» Dataset records
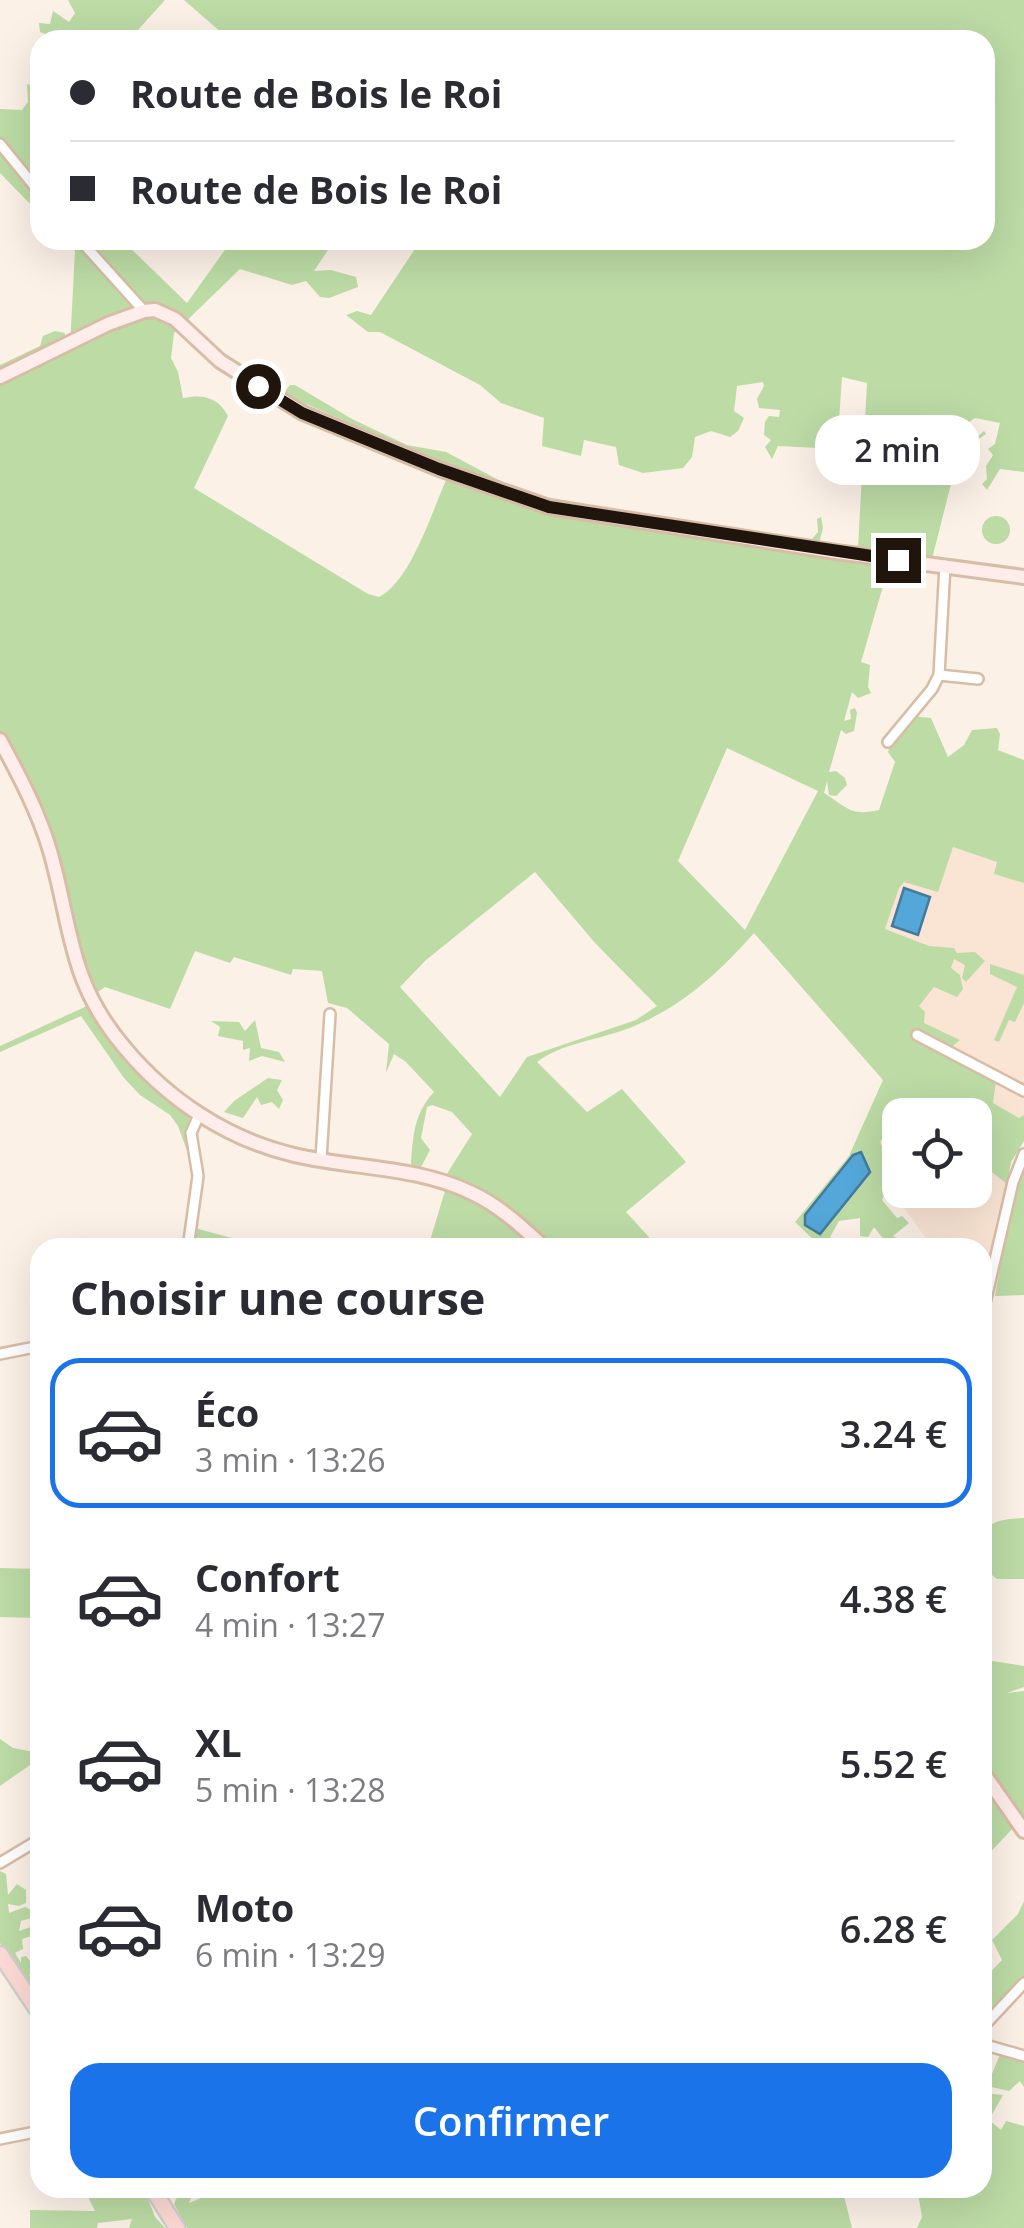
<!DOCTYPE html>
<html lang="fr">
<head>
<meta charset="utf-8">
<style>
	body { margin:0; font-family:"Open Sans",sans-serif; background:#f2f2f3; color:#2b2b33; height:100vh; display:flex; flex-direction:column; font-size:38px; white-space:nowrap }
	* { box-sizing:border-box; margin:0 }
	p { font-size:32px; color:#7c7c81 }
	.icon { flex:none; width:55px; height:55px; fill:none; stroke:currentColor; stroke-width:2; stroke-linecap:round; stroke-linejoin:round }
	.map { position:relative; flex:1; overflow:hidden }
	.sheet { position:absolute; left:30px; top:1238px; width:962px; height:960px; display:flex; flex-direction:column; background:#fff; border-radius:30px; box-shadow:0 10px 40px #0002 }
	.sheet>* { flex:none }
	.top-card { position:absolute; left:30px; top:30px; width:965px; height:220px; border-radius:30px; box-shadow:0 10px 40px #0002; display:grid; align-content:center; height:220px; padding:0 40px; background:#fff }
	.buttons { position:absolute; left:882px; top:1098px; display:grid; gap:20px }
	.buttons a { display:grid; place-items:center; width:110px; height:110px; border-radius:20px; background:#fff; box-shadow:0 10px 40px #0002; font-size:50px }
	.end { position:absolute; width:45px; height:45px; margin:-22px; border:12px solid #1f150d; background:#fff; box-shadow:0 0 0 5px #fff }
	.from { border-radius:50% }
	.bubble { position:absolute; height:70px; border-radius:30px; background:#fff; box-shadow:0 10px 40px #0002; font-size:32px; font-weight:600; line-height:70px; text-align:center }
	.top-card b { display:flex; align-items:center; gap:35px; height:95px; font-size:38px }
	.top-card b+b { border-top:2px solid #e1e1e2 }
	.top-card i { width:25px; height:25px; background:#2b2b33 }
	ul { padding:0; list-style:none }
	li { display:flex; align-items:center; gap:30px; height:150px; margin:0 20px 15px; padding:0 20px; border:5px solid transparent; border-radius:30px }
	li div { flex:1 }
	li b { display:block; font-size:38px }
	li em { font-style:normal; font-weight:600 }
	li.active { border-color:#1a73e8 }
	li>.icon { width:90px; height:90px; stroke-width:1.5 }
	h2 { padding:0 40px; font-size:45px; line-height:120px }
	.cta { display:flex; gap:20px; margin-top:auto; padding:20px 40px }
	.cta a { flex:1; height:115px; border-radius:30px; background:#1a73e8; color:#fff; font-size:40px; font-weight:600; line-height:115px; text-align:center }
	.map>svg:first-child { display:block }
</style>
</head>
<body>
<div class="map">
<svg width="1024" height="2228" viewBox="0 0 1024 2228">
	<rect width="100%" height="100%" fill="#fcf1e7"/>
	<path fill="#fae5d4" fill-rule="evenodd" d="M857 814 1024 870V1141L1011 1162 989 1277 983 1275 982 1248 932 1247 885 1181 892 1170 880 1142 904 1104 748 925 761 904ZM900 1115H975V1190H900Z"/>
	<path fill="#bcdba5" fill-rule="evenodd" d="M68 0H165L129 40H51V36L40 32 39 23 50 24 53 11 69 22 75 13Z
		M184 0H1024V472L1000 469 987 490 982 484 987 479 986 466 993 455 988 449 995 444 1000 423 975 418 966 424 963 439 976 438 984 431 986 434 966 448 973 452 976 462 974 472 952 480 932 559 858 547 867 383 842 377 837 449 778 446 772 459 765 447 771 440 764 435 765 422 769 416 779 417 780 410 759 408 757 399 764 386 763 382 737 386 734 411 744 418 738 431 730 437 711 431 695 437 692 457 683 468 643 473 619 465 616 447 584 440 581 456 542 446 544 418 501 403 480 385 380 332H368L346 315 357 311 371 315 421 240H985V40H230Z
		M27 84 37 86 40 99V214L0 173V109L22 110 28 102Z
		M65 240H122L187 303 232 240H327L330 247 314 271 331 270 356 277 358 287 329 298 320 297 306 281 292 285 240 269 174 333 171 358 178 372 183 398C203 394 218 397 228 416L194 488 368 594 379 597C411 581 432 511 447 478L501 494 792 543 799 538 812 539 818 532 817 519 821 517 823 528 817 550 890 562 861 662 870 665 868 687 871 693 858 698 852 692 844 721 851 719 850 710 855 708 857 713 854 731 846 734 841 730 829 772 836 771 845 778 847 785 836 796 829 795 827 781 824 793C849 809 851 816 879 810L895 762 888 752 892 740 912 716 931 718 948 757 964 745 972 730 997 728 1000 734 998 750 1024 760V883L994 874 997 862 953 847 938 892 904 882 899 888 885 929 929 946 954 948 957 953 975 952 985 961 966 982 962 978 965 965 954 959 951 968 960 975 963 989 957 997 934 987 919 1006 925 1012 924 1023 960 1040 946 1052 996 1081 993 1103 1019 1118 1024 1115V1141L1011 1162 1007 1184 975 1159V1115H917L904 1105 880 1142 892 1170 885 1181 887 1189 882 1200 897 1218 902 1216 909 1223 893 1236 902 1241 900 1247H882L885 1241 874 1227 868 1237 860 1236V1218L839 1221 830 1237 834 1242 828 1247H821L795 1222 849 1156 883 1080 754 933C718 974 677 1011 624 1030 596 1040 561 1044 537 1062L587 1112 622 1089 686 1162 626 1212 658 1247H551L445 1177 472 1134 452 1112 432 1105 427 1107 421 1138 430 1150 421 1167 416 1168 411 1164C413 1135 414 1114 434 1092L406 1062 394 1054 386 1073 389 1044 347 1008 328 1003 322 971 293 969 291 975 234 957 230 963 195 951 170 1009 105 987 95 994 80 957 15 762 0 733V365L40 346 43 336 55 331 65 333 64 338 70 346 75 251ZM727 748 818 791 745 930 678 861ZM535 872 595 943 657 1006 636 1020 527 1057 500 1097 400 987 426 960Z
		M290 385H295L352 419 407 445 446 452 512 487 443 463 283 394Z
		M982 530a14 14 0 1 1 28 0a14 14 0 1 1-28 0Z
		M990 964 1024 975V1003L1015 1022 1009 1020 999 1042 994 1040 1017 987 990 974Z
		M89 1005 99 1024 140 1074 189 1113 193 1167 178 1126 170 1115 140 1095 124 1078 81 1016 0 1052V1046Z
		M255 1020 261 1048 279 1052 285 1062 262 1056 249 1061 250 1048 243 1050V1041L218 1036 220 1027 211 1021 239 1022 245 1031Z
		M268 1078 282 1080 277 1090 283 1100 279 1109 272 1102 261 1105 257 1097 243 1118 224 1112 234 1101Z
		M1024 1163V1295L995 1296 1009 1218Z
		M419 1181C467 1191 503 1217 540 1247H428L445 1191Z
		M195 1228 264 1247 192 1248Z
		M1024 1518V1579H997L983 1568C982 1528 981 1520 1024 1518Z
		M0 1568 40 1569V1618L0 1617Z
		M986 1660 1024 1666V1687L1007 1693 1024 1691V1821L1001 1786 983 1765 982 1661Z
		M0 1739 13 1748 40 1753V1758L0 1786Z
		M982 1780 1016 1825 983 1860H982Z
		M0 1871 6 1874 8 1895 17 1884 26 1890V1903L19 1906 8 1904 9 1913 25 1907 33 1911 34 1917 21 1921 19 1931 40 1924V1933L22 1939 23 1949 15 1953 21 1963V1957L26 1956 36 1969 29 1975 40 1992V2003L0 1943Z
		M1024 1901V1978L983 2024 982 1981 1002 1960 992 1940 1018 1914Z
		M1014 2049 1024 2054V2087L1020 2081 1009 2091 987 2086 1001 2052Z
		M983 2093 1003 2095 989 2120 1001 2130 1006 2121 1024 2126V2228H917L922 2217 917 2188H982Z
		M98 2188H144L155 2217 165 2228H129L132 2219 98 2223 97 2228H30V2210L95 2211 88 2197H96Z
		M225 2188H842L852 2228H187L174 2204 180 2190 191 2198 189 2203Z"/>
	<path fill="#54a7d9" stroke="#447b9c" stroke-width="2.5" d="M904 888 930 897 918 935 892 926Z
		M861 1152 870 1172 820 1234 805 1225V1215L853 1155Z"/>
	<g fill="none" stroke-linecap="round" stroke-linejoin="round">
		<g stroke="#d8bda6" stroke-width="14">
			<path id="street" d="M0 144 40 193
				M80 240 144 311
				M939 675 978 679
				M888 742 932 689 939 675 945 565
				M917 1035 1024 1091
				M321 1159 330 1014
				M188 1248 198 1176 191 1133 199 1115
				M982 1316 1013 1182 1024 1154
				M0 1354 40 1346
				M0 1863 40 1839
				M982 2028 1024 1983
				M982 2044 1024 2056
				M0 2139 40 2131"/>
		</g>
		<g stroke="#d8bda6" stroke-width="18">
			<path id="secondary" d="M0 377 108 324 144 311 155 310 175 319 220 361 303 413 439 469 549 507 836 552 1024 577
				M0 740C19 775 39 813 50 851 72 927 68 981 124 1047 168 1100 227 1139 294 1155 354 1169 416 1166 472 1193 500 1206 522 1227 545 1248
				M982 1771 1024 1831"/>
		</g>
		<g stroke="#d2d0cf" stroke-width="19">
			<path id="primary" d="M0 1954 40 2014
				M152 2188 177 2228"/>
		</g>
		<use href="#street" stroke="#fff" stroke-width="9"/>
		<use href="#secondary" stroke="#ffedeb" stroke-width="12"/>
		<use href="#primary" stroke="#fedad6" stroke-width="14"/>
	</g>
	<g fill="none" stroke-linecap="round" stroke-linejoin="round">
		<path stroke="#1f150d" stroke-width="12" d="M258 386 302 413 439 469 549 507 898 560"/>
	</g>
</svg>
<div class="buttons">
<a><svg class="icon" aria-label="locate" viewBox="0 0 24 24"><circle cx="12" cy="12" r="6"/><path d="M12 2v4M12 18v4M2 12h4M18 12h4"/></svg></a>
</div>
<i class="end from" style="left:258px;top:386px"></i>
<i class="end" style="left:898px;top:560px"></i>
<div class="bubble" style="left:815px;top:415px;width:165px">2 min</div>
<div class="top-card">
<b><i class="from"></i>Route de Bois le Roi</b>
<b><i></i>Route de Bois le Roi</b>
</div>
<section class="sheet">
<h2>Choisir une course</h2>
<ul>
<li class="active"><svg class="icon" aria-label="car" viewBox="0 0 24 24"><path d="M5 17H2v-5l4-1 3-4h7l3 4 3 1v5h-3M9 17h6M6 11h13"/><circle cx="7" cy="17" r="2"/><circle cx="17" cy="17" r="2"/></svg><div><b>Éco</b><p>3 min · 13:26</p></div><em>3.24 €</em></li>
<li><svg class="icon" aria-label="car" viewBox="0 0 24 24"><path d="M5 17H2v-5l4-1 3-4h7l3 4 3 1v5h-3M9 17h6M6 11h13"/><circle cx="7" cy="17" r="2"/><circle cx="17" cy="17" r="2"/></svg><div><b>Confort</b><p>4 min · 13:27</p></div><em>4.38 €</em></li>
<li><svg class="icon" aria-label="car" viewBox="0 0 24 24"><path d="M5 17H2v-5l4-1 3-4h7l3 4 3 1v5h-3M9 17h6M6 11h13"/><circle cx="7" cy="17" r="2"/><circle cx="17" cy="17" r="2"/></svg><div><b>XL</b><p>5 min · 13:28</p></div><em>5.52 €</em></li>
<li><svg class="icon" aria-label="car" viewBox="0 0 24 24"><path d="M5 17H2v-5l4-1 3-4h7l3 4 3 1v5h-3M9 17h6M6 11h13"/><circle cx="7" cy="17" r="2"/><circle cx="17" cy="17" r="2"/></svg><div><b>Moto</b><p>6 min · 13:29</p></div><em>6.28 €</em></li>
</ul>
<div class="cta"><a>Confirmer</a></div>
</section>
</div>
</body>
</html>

» Work request
The response should consist of the number of lines in the data that hold the word "weight", with nothing added.

» Result for this task
3